*WORK REQUEST*. Only one portion of the data is to be written out: from the line bearing "border-top:1px solid var(--line)" through the line bearing "width:72px; height:72px; fill:#fffc;". Write it exactly as it appears.

*AVAILABLE DATA*.
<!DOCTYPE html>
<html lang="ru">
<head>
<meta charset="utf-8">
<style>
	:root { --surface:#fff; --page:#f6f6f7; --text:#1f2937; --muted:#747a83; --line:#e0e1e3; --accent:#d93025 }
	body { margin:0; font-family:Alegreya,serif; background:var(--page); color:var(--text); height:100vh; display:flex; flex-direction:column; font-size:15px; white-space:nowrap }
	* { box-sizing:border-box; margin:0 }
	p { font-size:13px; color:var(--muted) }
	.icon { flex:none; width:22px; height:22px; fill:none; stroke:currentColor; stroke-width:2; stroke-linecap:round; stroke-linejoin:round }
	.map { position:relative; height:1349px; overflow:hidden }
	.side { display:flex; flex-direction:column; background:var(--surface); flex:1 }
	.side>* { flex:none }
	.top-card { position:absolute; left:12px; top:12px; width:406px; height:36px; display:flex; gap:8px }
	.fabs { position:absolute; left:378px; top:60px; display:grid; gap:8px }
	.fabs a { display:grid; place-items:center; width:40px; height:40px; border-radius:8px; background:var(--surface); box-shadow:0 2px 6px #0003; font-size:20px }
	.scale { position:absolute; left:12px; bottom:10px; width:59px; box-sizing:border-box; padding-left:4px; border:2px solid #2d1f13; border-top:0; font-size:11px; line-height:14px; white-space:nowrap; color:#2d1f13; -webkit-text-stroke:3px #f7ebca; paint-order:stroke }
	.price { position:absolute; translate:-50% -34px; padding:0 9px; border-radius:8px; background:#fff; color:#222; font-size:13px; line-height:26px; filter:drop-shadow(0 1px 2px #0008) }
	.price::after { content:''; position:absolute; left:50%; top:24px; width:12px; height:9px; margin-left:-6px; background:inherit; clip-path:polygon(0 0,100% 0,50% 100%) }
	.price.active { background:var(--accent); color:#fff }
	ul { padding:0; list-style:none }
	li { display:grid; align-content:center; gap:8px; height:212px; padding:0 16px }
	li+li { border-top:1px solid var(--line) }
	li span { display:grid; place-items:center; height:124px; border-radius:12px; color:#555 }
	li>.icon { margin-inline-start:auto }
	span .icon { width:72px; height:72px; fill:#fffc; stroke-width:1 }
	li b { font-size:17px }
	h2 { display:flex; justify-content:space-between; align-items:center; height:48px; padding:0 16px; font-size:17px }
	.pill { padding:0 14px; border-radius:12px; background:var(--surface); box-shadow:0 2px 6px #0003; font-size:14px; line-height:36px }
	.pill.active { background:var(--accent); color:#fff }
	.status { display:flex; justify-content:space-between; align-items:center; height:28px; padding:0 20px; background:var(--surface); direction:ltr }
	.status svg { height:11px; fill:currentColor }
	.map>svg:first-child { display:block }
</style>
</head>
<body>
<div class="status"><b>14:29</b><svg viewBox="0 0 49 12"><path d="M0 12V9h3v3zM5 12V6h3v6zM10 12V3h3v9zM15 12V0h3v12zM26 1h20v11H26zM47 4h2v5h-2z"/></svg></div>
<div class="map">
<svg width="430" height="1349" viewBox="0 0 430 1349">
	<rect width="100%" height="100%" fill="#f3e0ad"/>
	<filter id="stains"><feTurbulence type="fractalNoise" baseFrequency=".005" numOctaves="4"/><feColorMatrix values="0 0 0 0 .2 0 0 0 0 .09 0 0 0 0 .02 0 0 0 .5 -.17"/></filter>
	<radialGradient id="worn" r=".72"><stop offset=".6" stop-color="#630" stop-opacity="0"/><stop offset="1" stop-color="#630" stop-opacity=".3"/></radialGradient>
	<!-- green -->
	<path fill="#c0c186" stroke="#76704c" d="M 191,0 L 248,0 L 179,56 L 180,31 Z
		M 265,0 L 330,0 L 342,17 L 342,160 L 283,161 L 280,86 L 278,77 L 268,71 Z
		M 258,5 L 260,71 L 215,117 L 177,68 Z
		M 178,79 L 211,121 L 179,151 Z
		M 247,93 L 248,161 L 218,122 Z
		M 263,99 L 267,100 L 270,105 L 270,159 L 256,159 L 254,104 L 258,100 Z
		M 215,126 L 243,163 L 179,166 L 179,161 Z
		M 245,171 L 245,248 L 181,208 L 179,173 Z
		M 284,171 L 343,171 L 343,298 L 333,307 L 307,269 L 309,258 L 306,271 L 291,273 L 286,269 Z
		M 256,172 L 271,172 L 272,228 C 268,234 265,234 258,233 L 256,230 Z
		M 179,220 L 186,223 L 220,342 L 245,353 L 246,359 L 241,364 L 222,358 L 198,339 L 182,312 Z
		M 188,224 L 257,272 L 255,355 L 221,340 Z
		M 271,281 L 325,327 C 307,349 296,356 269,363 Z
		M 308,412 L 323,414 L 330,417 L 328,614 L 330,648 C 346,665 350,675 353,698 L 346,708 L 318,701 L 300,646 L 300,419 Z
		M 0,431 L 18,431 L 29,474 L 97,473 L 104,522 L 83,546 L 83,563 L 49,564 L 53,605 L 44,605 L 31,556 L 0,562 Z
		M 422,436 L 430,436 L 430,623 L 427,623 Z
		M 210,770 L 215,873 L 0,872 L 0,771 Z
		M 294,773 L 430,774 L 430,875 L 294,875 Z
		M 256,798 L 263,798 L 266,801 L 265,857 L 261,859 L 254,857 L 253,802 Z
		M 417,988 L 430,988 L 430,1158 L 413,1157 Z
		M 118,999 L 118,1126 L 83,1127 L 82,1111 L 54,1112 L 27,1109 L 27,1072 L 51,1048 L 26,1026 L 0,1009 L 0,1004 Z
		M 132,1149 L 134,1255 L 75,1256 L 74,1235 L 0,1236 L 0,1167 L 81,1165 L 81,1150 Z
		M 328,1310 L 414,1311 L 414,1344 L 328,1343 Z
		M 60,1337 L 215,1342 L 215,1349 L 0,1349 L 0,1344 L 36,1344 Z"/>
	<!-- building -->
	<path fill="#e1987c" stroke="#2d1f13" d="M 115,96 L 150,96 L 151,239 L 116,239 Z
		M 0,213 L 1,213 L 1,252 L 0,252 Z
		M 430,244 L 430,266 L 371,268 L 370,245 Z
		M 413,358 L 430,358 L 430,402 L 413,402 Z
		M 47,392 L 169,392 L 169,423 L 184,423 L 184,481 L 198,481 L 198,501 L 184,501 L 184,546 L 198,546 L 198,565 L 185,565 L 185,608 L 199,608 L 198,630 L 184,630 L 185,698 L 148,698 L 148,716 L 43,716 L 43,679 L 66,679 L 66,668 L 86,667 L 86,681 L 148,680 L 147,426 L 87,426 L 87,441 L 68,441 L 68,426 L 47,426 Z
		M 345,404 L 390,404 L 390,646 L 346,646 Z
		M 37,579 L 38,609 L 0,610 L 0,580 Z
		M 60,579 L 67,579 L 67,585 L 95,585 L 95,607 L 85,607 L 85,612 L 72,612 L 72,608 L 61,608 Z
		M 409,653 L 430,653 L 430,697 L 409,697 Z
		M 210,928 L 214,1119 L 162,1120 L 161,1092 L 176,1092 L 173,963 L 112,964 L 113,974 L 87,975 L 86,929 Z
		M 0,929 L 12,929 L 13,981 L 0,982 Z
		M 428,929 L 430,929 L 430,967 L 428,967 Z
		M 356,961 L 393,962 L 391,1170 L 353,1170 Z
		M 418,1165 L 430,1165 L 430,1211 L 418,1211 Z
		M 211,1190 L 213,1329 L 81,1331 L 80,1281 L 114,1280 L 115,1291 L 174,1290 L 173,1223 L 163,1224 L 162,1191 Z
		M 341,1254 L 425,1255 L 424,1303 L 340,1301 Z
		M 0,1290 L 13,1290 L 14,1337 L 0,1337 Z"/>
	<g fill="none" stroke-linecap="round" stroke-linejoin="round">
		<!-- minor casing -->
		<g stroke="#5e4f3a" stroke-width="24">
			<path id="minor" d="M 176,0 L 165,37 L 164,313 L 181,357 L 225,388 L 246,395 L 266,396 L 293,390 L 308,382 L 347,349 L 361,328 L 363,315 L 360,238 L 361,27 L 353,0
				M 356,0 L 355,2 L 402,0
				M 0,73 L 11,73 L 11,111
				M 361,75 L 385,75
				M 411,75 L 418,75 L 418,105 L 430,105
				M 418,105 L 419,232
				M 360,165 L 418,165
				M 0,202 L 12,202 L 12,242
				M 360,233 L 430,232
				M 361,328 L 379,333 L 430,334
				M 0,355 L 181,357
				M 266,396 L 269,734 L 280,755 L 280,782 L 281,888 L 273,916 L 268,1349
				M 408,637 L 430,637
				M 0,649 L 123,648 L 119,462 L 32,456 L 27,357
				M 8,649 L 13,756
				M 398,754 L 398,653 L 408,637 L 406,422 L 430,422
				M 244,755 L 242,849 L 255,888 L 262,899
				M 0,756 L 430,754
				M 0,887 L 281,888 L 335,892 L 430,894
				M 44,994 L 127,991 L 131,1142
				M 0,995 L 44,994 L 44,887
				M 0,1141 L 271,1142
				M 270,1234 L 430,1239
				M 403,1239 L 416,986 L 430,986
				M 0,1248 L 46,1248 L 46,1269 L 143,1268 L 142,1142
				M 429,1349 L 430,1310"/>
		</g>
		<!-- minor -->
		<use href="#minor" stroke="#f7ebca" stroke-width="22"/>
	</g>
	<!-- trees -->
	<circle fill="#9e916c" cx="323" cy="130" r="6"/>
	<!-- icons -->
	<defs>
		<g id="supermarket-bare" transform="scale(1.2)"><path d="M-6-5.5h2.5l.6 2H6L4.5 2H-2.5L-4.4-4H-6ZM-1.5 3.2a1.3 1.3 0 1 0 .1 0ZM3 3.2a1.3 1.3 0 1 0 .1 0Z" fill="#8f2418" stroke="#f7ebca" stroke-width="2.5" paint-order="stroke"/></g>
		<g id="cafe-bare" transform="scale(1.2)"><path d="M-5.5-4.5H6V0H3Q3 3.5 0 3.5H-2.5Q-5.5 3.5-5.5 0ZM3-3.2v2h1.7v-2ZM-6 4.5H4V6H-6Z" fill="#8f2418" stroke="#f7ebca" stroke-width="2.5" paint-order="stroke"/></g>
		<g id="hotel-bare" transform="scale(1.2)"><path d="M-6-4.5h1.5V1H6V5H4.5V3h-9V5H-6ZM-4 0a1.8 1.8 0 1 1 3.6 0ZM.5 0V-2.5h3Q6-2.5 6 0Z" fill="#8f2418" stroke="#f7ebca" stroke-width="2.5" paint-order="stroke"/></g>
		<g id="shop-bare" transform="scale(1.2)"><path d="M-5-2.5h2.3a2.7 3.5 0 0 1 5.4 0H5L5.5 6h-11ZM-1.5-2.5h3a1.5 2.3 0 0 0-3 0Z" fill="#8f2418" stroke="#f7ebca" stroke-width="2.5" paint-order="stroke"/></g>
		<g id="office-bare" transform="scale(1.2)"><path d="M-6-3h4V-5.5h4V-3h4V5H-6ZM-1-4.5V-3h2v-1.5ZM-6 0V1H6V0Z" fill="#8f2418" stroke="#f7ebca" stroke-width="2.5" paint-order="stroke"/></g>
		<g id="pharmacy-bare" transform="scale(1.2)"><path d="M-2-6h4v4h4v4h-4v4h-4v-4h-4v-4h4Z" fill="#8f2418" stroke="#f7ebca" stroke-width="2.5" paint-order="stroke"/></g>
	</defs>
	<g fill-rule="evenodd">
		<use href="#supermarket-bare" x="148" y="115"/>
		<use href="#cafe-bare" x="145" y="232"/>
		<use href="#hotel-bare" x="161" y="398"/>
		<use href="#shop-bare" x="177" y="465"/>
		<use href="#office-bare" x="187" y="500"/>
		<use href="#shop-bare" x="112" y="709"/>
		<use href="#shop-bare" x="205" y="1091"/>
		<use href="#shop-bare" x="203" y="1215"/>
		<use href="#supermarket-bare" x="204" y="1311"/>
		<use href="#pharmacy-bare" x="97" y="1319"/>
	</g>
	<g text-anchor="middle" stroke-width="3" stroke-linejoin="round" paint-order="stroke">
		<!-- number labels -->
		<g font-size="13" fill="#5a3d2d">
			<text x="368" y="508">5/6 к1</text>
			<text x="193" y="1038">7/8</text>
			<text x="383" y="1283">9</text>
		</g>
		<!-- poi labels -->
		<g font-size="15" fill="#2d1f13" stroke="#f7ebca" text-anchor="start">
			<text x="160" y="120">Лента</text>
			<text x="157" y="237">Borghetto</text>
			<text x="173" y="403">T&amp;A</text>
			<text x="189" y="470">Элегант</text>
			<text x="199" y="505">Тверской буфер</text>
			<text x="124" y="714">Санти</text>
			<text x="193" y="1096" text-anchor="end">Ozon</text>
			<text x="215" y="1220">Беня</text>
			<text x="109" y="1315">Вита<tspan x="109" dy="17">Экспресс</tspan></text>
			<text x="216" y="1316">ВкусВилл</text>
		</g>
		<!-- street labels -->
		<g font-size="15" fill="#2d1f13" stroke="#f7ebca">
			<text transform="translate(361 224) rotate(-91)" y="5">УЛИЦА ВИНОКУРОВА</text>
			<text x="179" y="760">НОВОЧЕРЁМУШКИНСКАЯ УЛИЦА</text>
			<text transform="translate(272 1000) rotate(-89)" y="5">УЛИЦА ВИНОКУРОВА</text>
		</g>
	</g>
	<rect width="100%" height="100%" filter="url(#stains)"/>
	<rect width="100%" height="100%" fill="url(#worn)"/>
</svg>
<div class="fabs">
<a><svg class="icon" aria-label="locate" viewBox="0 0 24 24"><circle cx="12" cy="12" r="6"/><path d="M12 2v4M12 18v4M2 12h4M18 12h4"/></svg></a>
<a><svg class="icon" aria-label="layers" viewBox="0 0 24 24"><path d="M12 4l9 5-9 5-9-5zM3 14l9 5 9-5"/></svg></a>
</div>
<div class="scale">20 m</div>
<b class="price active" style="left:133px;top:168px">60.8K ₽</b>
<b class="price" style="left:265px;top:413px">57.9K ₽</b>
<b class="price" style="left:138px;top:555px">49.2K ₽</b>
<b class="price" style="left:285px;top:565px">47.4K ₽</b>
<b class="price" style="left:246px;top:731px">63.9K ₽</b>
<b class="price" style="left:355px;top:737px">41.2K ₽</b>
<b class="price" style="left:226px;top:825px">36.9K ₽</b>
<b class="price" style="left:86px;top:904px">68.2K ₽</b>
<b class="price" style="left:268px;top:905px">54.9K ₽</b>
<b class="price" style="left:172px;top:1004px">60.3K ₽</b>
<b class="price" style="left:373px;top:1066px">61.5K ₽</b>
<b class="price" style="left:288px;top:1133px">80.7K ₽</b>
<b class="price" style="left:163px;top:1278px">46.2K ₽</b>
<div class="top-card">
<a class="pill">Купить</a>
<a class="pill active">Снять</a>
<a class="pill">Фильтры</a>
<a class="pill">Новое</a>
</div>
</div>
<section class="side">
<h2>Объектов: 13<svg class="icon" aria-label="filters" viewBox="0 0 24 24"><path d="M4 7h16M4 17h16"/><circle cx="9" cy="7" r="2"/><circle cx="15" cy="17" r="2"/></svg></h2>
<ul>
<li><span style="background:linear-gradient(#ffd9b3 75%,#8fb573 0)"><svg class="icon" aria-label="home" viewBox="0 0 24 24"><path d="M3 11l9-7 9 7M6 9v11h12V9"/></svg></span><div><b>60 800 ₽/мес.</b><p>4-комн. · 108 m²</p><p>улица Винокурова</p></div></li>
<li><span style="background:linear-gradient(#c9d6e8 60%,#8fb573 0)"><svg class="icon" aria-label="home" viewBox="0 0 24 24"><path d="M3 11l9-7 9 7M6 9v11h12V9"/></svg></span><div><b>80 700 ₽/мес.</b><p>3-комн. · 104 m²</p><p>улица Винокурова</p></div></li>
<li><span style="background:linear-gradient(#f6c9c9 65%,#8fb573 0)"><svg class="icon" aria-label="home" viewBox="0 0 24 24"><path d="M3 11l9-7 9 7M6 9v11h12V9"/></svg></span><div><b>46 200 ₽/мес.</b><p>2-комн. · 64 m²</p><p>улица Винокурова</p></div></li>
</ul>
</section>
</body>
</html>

*WORKED SOLUTION*.
	li+li { border-top:1px solid var(--line) }
	li span { display:grid; place-items:center; height:124px; border-radius:12px; color:#555 }
	li>.icon { margin-inline-start:auto }
	span .icon { width:72px; height:72px; fill:#fffc; stroke-width:1 }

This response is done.